Records provided below:

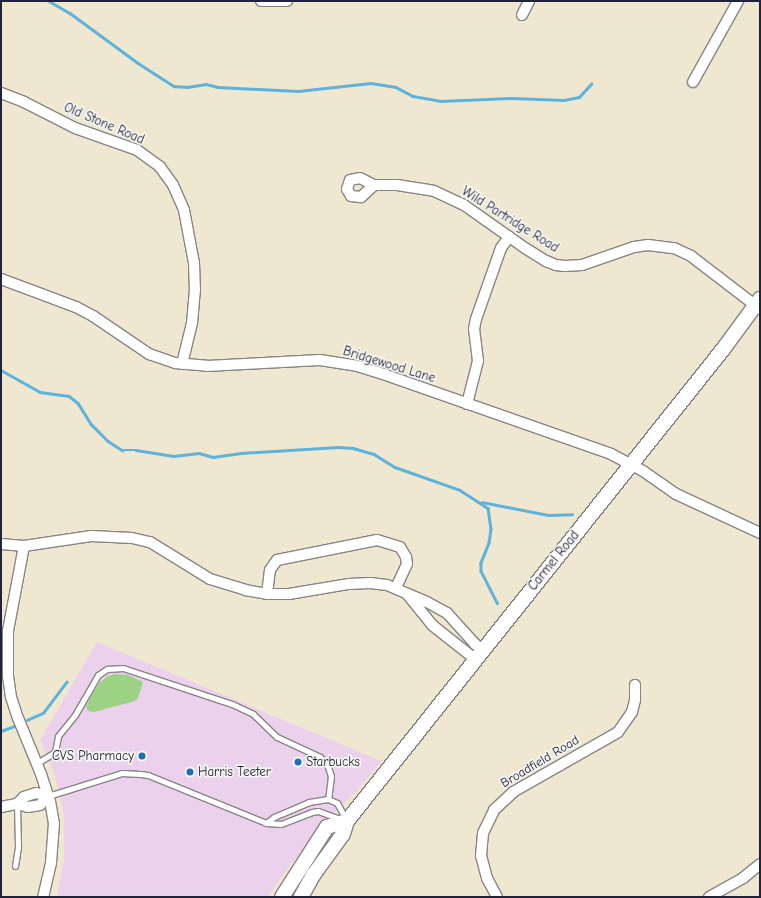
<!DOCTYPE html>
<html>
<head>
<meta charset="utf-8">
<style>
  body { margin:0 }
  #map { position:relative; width:761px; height:898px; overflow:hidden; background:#efe7d0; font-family:"Comic Neue",sans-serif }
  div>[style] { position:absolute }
  .built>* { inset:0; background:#ebd1eb }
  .green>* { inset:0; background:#9bd284 }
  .stream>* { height:2.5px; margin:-1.25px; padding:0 1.25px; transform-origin:1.25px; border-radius:1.25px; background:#5eb3da }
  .roads { filter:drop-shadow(1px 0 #888486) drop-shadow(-1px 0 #888486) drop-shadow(0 1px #888486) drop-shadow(0 -1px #888486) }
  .service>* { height:5px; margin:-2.5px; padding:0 2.5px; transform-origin:2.5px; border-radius:2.5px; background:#fff }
  .minor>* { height:10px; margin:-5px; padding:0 5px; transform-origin:5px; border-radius:5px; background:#fff }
  .secondary>* { height:14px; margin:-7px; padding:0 7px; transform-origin:7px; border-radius:7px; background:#fff }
  .dots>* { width:11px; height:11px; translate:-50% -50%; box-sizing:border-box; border:2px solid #f6f6f2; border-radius:50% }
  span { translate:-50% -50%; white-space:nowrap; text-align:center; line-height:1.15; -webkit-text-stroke:3.5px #f6f6f2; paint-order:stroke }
  .street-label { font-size:13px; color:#22223b }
  .poi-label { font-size:13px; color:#22223b }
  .right { translate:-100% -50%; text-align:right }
  .left { translate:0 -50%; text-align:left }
  .frame { position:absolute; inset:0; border:2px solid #22223b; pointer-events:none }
</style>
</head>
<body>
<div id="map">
  <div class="built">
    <i style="clip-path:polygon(97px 642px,381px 761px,357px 791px,320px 826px,282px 876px,268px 897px,57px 897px,64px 859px,64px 815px,54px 772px,40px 740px)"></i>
  </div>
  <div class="green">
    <i style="clip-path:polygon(115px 674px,128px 675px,143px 682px,138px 698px,135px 701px,94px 712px,88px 711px,86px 706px,99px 683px,108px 676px)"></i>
  </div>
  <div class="stream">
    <i style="left:49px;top:1px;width:24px;rotate:30deg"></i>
    <i style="left:70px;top:13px;width:84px;rotate:36.3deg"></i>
    <i style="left:138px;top:63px;width:43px;rotate:32.6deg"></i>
    <i style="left:174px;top:86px;width:13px;rotate:4deg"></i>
    <i style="left:187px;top:87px;width:19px;rotate:-9deg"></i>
    <i style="left:206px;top:84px;width:12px;rotate:14deg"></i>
    <i style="left:218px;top:87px;width:80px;rotate:2.9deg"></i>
    <i style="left:298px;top:91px;width:73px;rotate:-6.3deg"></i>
    <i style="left:371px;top:83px;width:25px;rotate:9deg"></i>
    <i style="left:396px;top:87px;width:19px;rotate:28deg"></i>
    <i style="left:413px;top:96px;width:27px;rotate:10deg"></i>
    <i style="left:440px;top:101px;width:72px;rotate:-2.4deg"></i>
    <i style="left:512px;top:98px;width:52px;rotate:2.2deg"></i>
    <i style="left:564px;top:100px;width:15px;rotate:-11deg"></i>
    <i style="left:579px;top:97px;width:18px;rotate:-47deg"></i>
    <i style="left:1px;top:370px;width:45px;rotate:29.4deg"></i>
    <i style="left:40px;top:392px;width:29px;rotate:8deg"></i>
    <i style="left:69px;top:396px;width:11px;rotate:38deg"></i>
    <i style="left:78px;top:403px;width:25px;rotate:58deg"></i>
    <i style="left:91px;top:424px;width:24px;rotate:45deg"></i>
    <i style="left:108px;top:441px;width:17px;rotate:33deg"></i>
    <i style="left:122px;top:450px;width:14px"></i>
    <i style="left:136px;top:450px;width:38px;rotate:9deg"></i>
    <i style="left:174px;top:456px;width:25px;rotate:-7deg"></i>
    <i style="left:199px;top:453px;width:15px;rotate:16deg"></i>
    <i style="left:213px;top:457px;width:28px;rotate:-8deg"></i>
    <i style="left:241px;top:453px;width:97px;rotate:-3.5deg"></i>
    <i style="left:338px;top:447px;width:15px;rotate:4deg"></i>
    <i style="left:353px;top:448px;width:22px;rotate:16deg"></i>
    <i style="left:374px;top:454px;width:25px;rotate:32deg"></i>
    <i style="left:395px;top:467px;width:69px;rotate:19.5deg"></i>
    <i style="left:460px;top:490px;width:33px;rotate:33deg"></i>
    <i style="left:488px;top:508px;width:21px;rotate:82deg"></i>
    <i style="left:491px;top:529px;width:14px;rotate:98deg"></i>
    <i style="left:489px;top:543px;width:22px;rotate:112deg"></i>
    <i style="left:481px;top:563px;width:8px;rotate:90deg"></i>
    <i style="left:481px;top:571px;width:36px;rotate:63deg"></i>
    <i style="left:482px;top:502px;width:67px;rotate:11.1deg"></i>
    <i style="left:548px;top:515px;width:24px;rotate:-2deg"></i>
    <i style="left:27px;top:720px;width:17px;rotate:-24deg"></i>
    <i style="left:43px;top:713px;width:39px;rotate:-53deg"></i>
    <i style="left:1px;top:731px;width:14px;rotate:-21deg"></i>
  </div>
  <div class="roads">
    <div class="service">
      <i style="left:37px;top:763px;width:21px;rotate:-31deg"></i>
      <i style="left:55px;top:752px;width:16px;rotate:-79deg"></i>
      <i style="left:58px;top:736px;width:27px;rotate:-51deg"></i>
      <i style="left:75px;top:715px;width:46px;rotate:-60.1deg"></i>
      <i style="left:98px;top:675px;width:11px;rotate:-34deg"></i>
      <i style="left:107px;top:669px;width:16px;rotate:-4deg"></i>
      <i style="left:123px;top:668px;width:115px;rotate:18.3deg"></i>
      <i style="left:232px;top:704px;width:23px;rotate:25deg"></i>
      <i style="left:253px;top:714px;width:33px;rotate:44deg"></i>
      <i style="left:277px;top:737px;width:47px;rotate:24.9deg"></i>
      <i style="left:320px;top:757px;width:10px;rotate:45deg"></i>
      <i style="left:327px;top:764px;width:13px;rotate:72deg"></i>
      <i style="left:331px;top:776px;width:23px;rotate:97deg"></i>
      <i style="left:48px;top:796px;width:77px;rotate:-17.3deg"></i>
      <i style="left:122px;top:773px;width:18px;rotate:3deg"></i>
      <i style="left:140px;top:774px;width:8px;rotate:7deg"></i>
      <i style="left:148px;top:775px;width:127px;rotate:22.1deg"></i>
      <i style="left:266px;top:823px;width:15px;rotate:4deg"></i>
      <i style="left:281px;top:824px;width:33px;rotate:-21deg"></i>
      <i style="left:312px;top:812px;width:6px;rotate:-9deg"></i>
      <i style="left:318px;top:811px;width:23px;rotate:20deg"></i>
      <i style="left:266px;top:823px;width:10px;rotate:-37deg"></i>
      <i style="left:274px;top:817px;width:38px;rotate:-23deg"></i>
      <i style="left:309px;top:802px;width:19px;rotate:-9deg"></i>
      <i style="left:328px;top:799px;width:10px;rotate:24deg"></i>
      <i style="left:337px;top:803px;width:21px;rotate:61deg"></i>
      <i style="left:15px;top:866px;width:20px;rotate:-81deg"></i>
      <i style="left:18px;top:846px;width:42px;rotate:-91.4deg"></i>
    </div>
    <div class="minor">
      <i style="left:261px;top:1px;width:26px"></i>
      <i style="left:522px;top:15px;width:16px;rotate:-63deg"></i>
      <i style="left:693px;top:82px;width:93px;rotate:-60.9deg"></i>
      <i style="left:1px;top:93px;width:25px;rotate:21deg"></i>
      <i style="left:24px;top:102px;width:57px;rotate:27deg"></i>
      <i style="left:75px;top:128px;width:66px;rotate:19.5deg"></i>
      <i style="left:137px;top:150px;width:29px;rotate:36deg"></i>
      <i style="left:160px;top:167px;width:22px;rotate:54deg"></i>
      <i style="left:173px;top:185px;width:27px;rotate:66deg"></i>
      <i style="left:184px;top:210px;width:54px;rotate:79.3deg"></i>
      <i style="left:194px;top:263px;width:26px;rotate:88deg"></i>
      <i style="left:195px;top:289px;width:34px;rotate:95deg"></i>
      <i style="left:192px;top:323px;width:42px;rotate:103.7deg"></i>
      <i style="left:374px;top:185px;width:18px;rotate:137deg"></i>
      <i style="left:361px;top:197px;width:10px;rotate:-174deg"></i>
      <i style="left:351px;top:196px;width:8px;rotate:-120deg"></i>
      <i style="left:347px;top:189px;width:9px;rotate:-72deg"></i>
      <i style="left:350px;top:180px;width:10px;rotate:-11deg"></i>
      <i style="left:360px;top:178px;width:16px;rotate:27deg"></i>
      <i style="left:374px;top:185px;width:23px"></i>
      <i style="left:397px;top:185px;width:37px;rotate:9deg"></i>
      <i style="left:434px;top:191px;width:33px;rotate:25deg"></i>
      <i style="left:464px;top:205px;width:75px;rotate:35.2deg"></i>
      <i style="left:525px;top:248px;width:25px;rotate:32deg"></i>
      <i style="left:546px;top:261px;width:11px;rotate:22deg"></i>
      <i style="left:556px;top:265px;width:9px;rotate:6deg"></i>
      <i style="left:565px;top:266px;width:17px;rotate:-3deg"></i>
      <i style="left:582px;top:265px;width:55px;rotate:-19.1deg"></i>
      <i style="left:634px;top:247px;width:14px;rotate:-8deg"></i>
      <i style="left:648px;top:245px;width:26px;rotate:7deg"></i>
      <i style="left:674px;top:248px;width:19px;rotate:25deg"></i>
      <i style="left:691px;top:256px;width:87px;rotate:37.5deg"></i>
      <i style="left:1px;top:279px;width:80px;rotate:20.5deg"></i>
      <i style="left:76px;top:307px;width:19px;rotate:28deg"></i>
      <i style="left:93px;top:316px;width:68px;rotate:34.2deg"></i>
      <i style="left:149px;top:354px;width:28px;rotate:19deg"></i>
      <i style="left:175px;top:363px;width:32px;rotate:5deg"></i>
      <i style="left:207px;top:366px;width:113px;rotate:-3deg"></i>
      <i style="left:320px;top:360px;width:37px;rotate:9deg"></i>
      <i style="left:357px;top:366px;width:27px;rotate:17deg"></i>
      <i style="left:383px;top:374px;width:242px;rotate:19.3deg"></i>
      <i style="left:611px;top:454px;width:36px;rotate:28deg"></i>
      <i style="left:643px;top:471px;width:40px;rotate:34.9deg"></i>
      <i style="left:676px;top:494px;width:93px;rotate:24.9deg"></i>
      <i style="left:467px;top:404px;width:44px;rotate:-75.7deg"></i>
      <i style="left:478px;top:361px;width:32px;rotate:-97deg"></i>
      <i style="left:474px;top:329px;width:10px;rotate:-79deg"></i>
      <i style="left:476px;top:319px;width:75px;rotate:-70.6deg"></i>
      <i style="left:501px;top:248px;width:14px;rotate:-54deg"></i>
      <i style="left:1px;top:544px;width:23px;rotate:5deg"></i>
      <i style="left:24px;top:546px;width:68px;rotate:-8.5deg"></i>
      <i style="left:91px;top:536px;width:41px;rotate:2.8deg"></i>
      <i style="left:132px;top:538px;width:18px;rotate:13deg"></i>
      <i style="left:150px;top:542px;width:70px;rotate:31.7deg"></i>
      <i style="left:210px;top:579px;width:37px;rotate:17deg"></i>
      <i style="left:245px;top:590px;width:22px;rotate:10deg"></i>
      <i style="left:267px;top:594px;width:22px"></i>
      <i style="left:289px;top:594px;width:61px;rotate:-9.5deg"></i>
      <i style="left:349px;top:584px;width:21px;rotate:-3deg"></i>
      <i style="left:370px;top:583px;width:17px;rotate:7deg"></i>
      <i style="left:387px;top:585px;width:43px;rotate:23deg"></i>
      <i style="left:427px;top:602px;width:23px;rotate:29deg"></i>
      <i style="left:447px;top:613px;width:42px;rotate:47.9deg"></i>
      <i style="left:475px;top:644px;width:9px;rotate:41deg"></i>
      <i style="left:24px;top:546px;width:86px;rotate:100.7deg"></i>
      <i style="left:8px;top:631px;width:45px;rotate:90deg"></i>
      <i style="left:8px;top:676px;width:21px;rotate:82deg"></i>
      <i style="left:11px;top:697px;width:22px;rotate:72deg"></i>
      <i style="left:18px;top:718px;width:61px;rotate:67.7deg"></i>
      <i style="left:41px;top:774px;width:28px;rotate:72deg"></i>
      <i style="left:50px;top:801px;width:22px;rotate:80deg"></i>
      <i style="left:54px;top:823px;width:40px;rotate:94.3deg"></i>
      <i style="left:51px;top:863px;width:35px;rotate:103deg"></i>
      <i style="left:267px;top:594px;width:24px;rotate:-83deg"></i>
      <i style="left:270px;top:570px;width:12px;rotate:-55deg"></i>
      <i style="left:277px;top:560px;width:102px;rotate:-11.3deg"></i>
      <i style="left:377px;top:540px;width:24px;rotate:17deg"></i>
      <i style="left:400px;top:547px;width:12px;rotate:59deg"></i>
      <i style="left:406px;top:557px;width:7px;rotate:82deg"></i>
      <i style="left:407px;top:564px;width:26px;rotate:115deg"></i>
      <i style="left:408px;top:595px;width:38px;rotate:51deg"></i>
      <i style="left:432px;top:625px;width:55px;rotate:38.3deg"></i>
      <i style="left:1px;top:807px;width:16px;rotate:-11deg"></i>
      <i style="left:17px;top:804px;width:11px;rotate:15deg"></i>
      <i style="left:28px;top:807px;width:12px;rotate:-9deg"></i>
      <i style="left:40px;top:805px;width:12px;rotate:-48deg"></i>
      <i style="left:48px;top:796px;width:12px;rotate:-166deg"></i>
      <i style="left:36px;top:793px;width:13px;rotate:162deg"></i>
      <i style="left:24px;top:797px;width:10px;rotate:135deg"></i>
      <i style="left:497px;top:897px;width:21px;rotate:-118deg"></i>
      <i style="left:487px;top:878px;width:23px;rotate:-105deg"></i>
      <i style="left:481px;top:856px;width:23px;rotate:-85deg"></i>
      <i style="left:483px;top:833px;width:25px;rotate:-64deg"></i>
      <i style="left:494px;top:810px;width:26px;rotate:-43deg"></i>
      <i style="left:513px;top:792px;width:121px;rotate:-29.7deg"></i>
      <i style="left:618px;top:732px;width:24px;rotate:-55deg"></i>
      <i style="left:632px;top:712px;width:12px;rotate:-76deg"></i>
      <i style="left:635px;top:700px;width:15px;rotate:-90deg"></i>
      <i style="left:709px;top:897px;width:39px;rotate:-29deg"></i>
      <i style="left:743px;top:878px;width:22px;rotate:-39deg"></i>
    </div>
    <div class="secondary">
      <i style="left:282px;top:897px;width:83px;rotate:-57.3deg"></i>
      <i style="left:327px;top:827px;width:21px;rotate:-17deg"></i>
      <i style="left:301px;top:897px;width:26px;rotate:-61deg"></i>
      <i style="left:314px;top:874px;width:49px;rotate:-54.1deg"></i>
      <i style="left:343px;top:834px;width:14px;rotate:-73deg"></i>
      <i style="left:347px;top:821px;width:605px;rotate:-51.44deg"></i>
      <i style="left:724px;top:348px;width:61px;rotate:-53.7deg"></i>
    </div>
  </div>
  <div class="dots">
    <i style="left:142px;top:756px;background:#1f6fb2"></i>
    <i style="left:298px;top:762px;background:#1f6fb2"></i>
    <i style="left:190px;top:772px;background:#1f6fb2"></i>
  </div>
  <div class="street-label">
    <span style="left:104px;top:124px;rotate:23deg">Old Stone Road</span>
    <span style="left:510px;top:220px;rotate:32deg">Wild Partridge Road</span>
    <span style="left:389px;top:365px;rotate:17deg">Bridgewood Lane</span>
    <span style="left:554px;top:561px;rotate:-51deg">Carmel Road</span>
    <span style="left:540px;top:762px;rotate:-31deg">Broadfield Road</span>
  </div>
  <div class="poi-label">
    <span class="right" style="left:134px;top:756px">CVS Pharmacy</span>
    <span class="left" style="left:306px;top:762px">Starbucks</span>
    <span class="left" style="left:198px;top:772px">Harris Teeter</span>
  </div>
  <div class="frame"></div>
</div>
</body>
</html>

End of Records provided.

## About this exercise:
Tally how many lines of the data include the word "stream". Write the number and nothing else.

## Answer:
2